In the momentary glare, however, he saw something: an upward twisting of shadows, patterned but obviously unfinished, fluttering in silhouette against the lurid light of the hydrogen cataract.
The end of the Bridge.
Wrecked.
Helmuth grunted involuntarily and backed the beetle away. The flare dimmed; the light poured down the sky and fell away into the raging sea of liquid hydrogen thirty miles below. The scanner clucked with satisfaction as the beetle recrossed the danger line into Sector 113.
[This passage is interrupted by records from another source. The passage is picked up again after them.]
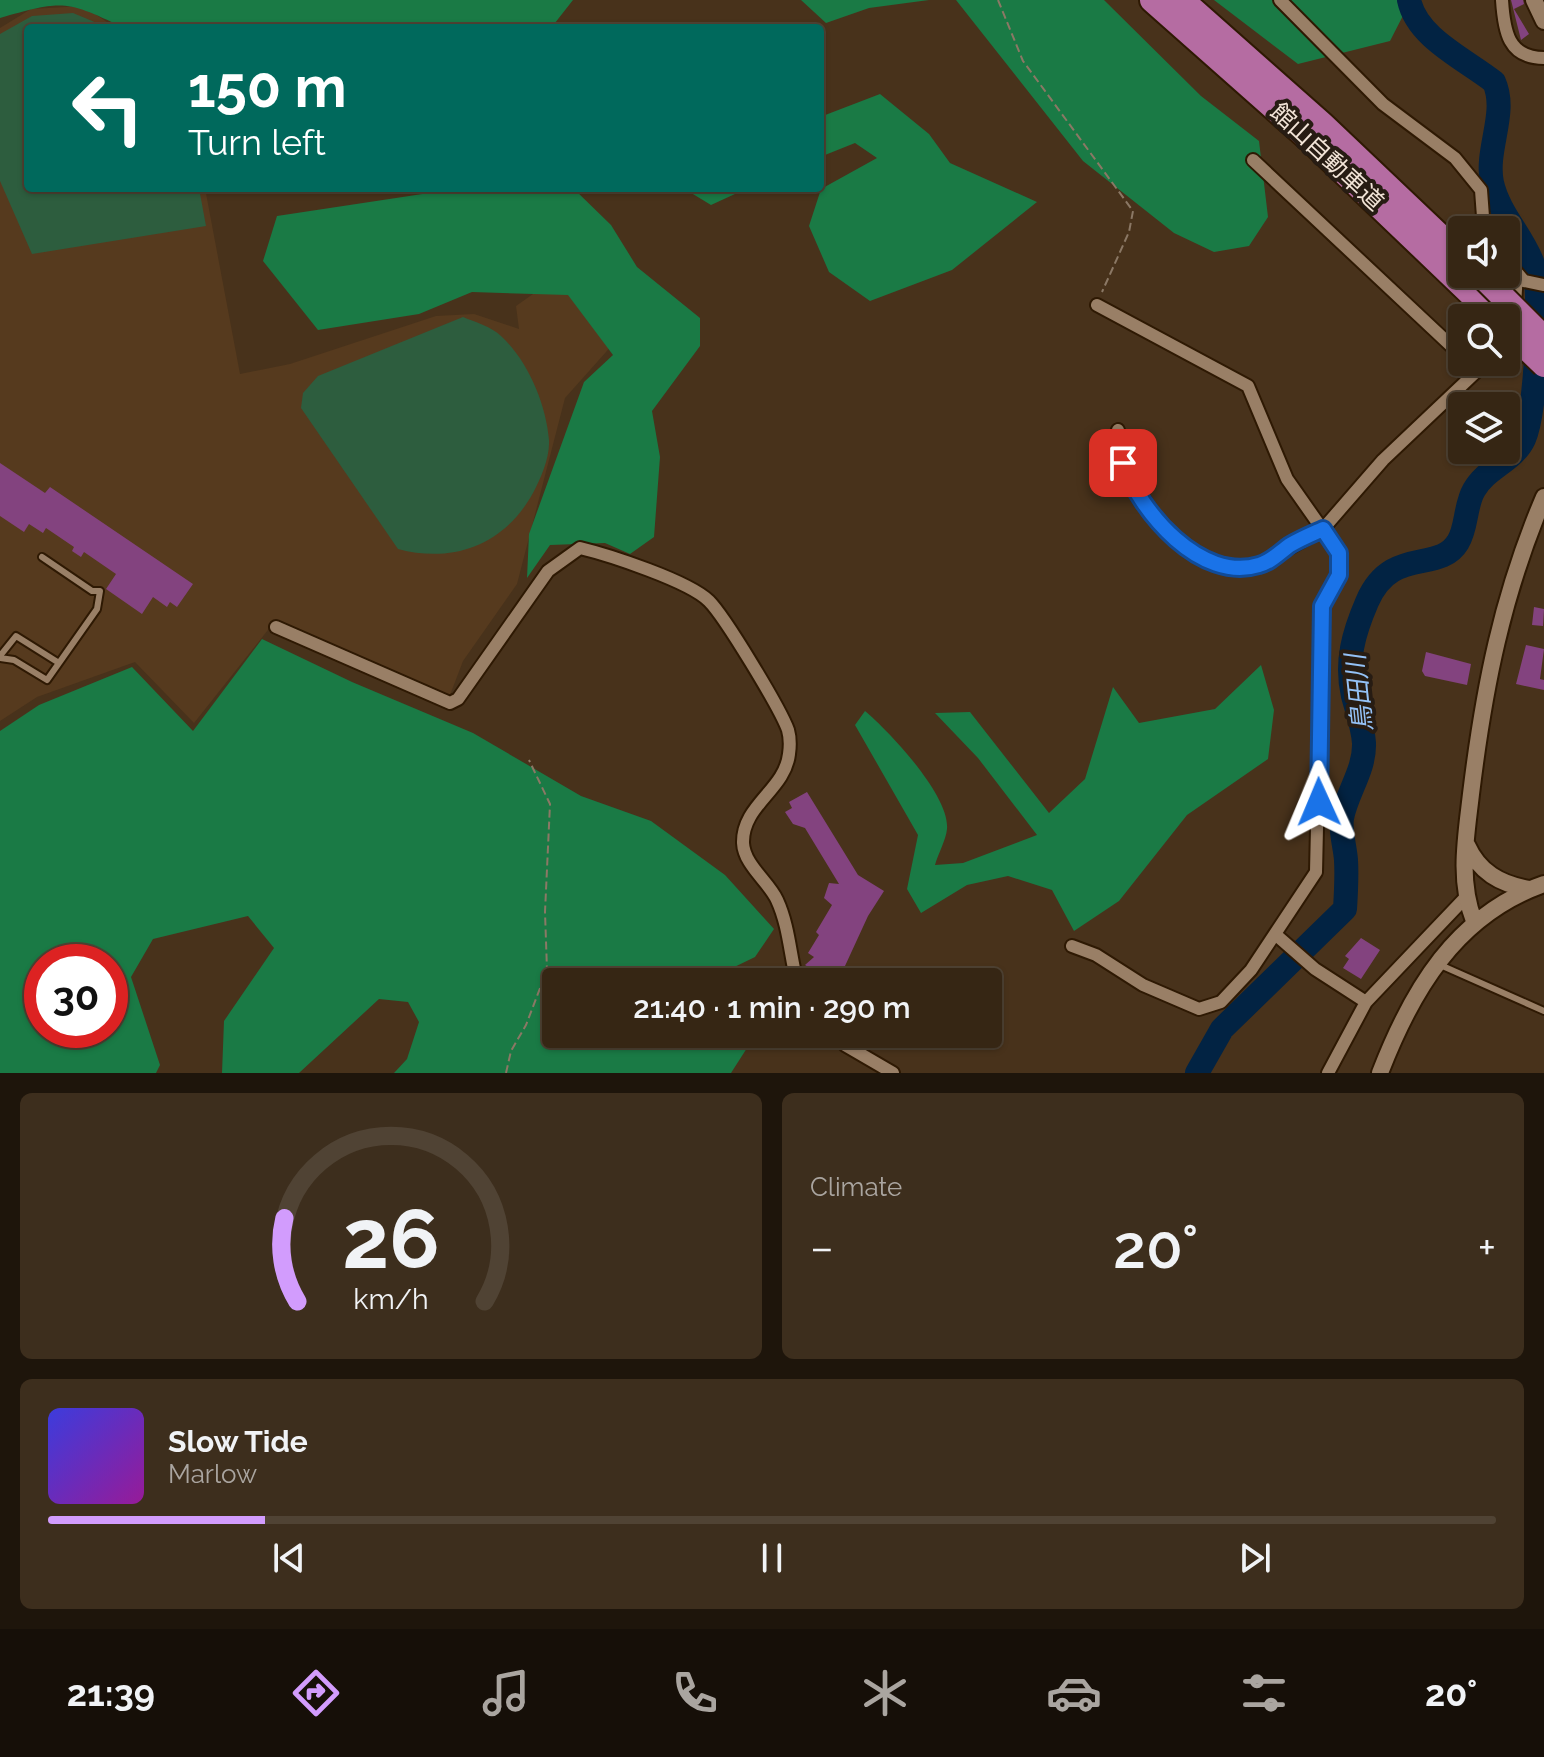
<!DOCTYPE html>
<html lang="en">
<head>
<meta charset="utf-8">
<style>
	body { margin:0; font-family:Raleway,"Noto Sans JP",sans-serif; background:#3d2e1d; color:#f1f3f6; height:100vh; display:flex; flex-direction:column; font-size:30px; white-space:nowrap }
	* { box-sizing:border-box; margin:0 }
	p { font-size:26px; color:#aaa5a0 }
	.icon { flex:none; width:44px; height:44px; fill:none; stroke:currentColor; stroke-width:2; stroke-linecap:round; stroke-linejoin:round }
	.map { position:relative; height:1073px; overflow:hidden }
	.side { display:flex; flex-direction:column; gap:20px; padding:20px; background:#1e150b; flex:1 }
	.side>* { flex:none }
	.top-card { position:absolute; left:24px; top:24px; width:800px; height:168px; border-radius:8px; box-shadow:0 2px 6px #0004,0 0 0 2px #504334; background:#00695c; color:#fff; overflow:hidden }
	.controls { position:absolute; left:1448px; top:216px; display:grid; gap:16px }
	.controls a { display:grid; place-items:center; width:72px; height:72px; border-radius:8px; background:#362614; box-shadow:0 2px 6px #0004,0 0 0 2px #504334; font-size:40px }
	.speed { position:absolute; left:24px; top:944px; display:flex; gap:16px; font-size:40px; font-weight:700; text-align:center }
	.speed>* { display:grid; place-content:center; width:104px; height:104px; border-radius:50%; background:#362614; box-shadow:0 2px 6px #0004,0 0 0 2px #504334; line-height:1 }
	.speed .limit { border:12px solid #d22; background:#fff; color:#111 }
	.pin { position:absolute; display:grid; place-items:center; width:68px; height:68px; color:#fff; margin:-34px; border-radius:16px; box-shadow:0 4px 12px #0006 }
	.me { position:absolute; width:88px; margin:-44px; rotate:359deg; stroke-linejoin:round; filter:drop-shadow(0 0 6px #0008) }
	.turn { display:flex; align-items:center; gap:28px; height:168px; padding:0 32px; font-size:36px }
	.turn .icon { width:104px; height:104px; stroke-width:2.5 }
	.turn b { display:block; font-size:56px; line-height:68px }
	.big { font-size:60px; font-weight:600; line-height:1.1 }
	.side .card { flex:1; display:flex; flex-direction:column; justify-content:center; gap:12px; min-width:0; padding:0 28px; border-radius:12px; background:#3d2e1d }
	.side .dial { align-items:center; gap:0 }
	.dial svg { height:208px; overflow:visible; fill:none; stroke:#504334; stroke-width:7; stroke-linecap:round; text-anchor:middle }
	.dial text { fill:#f1f3f6; stroke:none }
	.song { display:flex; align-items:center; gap:24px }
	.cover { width:96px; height:96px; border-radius:12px; background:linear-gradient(135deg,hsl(240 70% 55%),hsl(300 70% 35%)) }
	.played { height:8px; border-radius:4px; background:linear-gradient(90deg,#d29cfd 15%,#504334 15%) }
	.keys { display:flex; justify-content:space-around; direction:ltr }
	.heat { display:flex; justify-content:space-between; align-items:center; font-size:44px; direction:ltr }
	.side .tiles { flex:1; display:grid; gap:20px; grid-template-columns:1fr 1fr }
	.card:last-child { grid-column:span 2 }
	.trip { position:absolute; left:542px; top:968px; width:460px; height:80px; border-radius:8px; background:#362614; box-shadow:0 2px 6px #0004,0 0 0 2px #504334; font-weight:600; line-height:80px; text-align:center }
	.dock { display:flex; height:128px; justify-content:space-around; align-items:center; background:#160f08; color:#aaa5a0 }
	.dock .icon { width:56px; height:56px }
	.dock .on { color:#d29cfd }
	.dock b { font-size:36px; color:#f1f3f6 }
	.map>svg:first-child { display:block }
</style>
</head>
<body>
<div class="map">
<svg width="1544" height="1073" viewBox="0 0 1544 1073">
	<rect width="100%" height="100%" fill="#48321b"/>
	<path fill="#563a1e" d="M83,6L116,28H28V188H205L240,374L290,364L436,316L474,314L519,329L516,306L560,275L614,343L565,398L517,584L463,661L450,695L275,621L194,723L135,662L37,697L0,721V28L31,9Z"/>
	<path fill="#2d5d3e" d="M73,13L109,28H28V188H199L206,226L32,254L0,181V34L32,16Z
		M463,317C475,322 492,327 501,336C528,361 546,404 549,440C550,457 541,478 533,493C505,544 454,564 398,549L301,408L303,393L318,376Z"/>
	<path fill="#1a7a45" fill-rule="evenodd" d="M0,0H573L551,28H124C66,0 63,0 0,18Z
		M801,0H929L869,8L826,23Z
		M956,0H1104L1201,96L1259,141L1268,217L1249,246L1214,252L1174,233L1083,161Z
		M1214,0H1411L1390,41L1298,64Z
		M880,94L929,134L950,163L1037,202L952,270L870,301L829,272L809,226L821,189L877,158L855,143L820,157V117Z
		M462,188H573L611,225L637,267L700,318V346L652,411L660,457L654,537L630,554L605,543L550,545L527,578L529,534L584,382L613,355L568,295L472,292L419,314L318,330L263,261L277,216Z
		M683,188H748L711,205Z
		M262,639L352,682L473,733L581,796L651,821L725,875L774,929L755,957L722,973L726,982H556V1034H747V1048L731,1073H394L407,1059L419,1022L408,1002L379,999L299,1073H222L224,1021L274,948L248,916L153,939L131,977L160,1065L156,1073H0V731L39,705L132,667L193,731ZM42,962H110V1030H42Z
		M1261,665L1274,710L1268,759L1187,815L1119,901L1074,931L1052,890L1008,876L967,885L921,913L907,889L918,835L855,725L865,711C890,732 950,796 947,829C946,840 938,854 935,865L963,863L1037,835L978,758L935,713L970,712L1049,813L1085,779L1113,687L1139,723L1215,709Z"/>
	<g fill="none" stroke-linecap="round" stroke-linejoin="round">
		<path stroke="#022343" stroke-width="24" d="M1197,1073L1222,1029L1345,909C1346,893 1347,876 1346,860C1345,846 1340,832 1342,818C1347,792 1365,770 1364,743C1363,727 1357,711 1353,696C1345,662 1354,632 1367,602C1391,545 1439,574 1458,542C1467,528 1465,505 1474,490C1486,468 1514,461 1524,439C1536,412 1542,292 1533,264C1523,236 1499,214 1492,183C1485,149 1508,113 1494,82C1465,59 1417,38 1409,0"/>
	</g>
	<path fill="#83437f" d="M1511,0H1523L1524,4L1514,9L1529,34L1521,40Z
		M0,463L45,493L50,487L193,584L177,607L170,602L167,607L153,597L142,614L106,589L116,574L84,552L81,557L72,551L74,547L46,528L43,533L29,524L24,532L0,516Z
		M1534,607L1544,609L1543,626L1532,625Z
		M1526,645L1544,649L1540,679L1544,680V690L1516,684Z
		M1426,652L1471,664L1467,685L1425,676L1422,671Z
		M807,792L858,875L884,891L868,916L839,979L835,977L833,982L805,965L814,957L808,953L819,935L816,932L832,905L824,898L829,883L839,884L805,828L793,824L785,812L792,808L789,802Z
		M1361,938L1380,950L1361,979L1343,968L1349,959L1345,956Z"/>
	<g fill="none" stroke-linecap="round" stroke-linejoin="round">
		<defs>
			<path id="service" d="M0,656L16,636L59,663L97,609L100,591H92L42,557
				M0,658L14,660L47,680L59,663
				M1438,964L1544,1011"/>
			<path id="minor" d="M1280,0L1383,104L1455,158L1481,190L1484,230
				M1502,0C1504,31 1508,58 1544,58
				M1253,160L1462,356
				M1506,260L1524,281L1544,285
				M1515,305L1517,273
				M1118,430L1127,474L1160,524L1175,539L1209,562L1230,567L1257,566L1323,529L1383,460L1477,371L1492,362
				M276,627L450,703L458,699L548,571L580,548C609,555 689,581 709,601C725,617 780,708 788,730C790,737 790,747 789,754C785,790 742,805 743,843C744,865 769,882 777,900C789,926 790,955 797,982
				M1275,934L1315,969L1366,1002L1465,898
				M1072,946L1096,955L1143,985L1199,1009L1221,1002L1251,970L1316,872L1322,606L1339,575V553L1287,479L1248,386L1097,305
				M836,1034L845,1045L893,1073
				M1328,1073L1366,1002"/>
			<path id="tertiary" d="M1534,0L1544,21
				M1467,845C1479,872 1500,884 1529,889
				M1474,921C1458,879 1466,838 1471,794C1484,687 1502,596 1544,497
				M1380,1073C1412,990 1456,915 1544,884"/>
			<path id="motorway" d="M1152,0L1309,139L1496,318
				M1182,0L1322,124L1462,257"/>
		</defs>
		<use href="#service" stroke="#2e1903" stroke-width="10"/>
		<use href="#minor" stroke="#2e1903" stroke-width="16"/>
		<use href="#tertiary" stroke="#2e1903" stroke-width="20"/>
		<use href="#motorway" stroke="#2e1903" stroke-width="28"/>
		<path stroke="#8b7865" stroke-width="2" stroke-dasharray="8 4" stroke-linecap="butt" d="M998,0L1023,61L1133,211L1129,232L1102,292
			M506,1073L511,1051L526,1025L547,970L545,912L550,804L529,760"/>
		<use href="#service" stroke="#997f66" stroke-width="6"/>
		<use href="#minor" stroke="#997f66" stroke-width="12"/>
		<use href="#tertiary" stroke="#997f66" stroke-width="16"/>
		<use href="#motorway" stroke="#b56ca2" stroke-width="24"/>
		<defs>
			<path id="motorway-bridge" d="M1485,279L1544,338
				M1506,328L1544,365"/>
		</defs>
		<use href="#motorway-bridge" stroke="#2e1903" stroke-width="28" stroke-linecap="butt"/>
		<use href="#motorway-bridge" stroke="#b56ca2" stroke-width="24"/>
	</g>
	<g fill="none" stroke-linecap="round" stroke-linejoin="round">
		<defs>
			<path id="route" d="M1123,463C1140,512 1201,583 1259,565C1271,562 1280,552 1290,545C1300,539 1312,534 1323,529L1339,553V575L1322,606L1319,802"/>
		</defs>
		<use href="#route" stroke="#114b97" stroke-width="20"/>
		<use href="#route" stroke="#1a73e8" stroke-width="14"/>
	</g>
	<g text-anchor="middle" stroke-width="8" stroke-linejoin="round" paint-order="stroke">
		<g font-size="24" fill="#f2e4d7" stroke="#271c13">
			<text transform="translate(1327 157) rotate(43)" y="8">館山自動車道</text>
		</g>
		<g font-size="26" font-style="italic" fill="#94c2f7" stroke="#271c13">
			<text transform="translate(1359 693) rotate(-96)" y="9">鳥田川</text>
		</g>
	</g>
</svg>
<div class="controls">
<a><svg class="icon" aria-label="sound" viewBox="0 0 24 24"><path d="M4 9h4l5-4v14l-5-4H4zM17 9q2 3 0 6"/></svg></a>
<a><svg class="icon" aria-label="search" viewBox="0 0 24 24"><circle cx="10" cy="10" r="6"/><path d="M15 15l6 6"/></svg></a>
<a><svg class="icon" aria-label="layers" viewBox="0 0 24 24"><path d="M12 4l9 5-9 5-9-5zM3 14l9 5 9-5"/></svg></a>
</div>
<div class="speed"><div class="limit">30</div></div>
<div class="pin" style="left:1123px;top:463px;background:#d93025"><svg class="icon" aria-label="arrive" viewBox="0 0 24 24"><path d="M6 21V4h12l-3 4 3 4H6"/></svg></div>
<svg class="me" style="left:1319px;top:802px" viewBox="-20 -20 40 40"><path d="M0-17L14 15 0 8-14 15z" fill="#1a73e8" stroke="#fff" stroke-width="4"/></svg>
<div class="trip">21:40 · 1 min · 290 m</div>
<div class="top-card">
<div class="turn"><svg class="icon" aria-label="left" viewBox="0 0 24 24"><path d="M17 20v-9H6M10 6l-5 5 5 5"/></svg><div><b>150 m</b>Turn left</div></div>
</div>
</div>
<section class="side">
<div class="tiles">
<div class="card dial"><svg viewBox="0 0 100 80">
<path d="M14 69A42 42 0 1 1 86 69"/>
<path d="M14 69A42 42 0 0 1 9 37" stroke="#d29cfd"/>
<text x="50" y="56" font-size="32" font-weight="700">26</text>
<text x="50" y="72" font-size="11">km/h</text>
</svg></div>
<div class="card"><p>Climate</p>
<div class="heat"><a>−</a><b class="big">20°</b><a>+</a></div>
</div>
<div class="card">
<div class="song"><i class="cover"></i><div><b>Slow Tide</b><p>Marlow</p></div></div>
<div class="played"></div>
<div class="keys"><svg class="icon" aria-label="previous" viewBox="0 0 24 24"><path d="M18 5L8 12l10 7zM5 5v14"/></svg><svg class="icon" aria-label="pause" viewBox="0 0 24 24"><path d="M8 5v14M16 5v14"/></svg><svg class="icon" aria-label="next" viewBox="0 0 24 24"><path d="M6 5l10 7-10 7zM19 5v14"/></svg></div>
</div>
</div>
</section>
<nav class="dock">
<b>21:39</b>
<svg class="icon on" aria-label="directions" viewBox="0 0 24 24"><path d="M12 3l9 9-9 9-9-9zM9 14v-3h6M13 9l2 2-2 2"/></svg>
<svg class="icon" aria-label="music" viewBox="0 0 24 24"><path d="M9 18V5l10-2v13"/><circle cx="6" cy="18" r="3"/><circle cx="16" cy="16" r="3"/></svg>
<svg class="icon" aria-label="phone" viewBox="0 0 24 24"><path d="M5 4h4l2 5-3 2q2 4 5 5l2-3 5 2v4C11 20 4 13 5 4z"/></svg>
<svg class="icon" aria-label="climate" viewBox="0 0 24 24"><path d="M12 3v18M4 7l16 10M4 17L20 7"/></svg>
<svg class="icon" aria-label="car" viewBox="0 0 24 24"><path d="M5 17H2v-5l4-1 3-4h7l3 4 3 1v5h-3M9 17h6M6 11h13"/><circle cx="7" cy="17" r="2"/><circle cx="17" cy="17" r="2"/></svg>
<svg class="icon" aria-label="filters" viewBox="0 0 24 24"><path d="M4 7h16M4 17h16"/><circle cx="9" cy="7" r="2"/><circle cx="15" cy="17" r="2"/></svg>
<b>20°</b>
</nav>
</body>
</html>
Helmuth turned the body of the vehicle 180 degrees on its chassis, presenting its back to the dying orange torrent. There was nothing further that he could do at the moment for the Bridge. He searched his control board—a ghost image of which was cast on the screen across the scene on the Bridge—for the blue button marked
Obediently, the Bridge vanished.
CHAPTER THREE: New York
T HE GIRL— whose full name, Paige found, was Anne Abbott—looked moderately acceptable in her summer suit, on the left lapel of which she wore a model of the tetracycline molecule with the atoms picked out in tiny synthetic gems. But she was even less inclined to talk when he picked her up than she had been in Pfitzner’s reception room. Paige himself had never been expert at making small talk, and in the face of her obvious, continuing resentment, his parched spring of social invention went underground completely.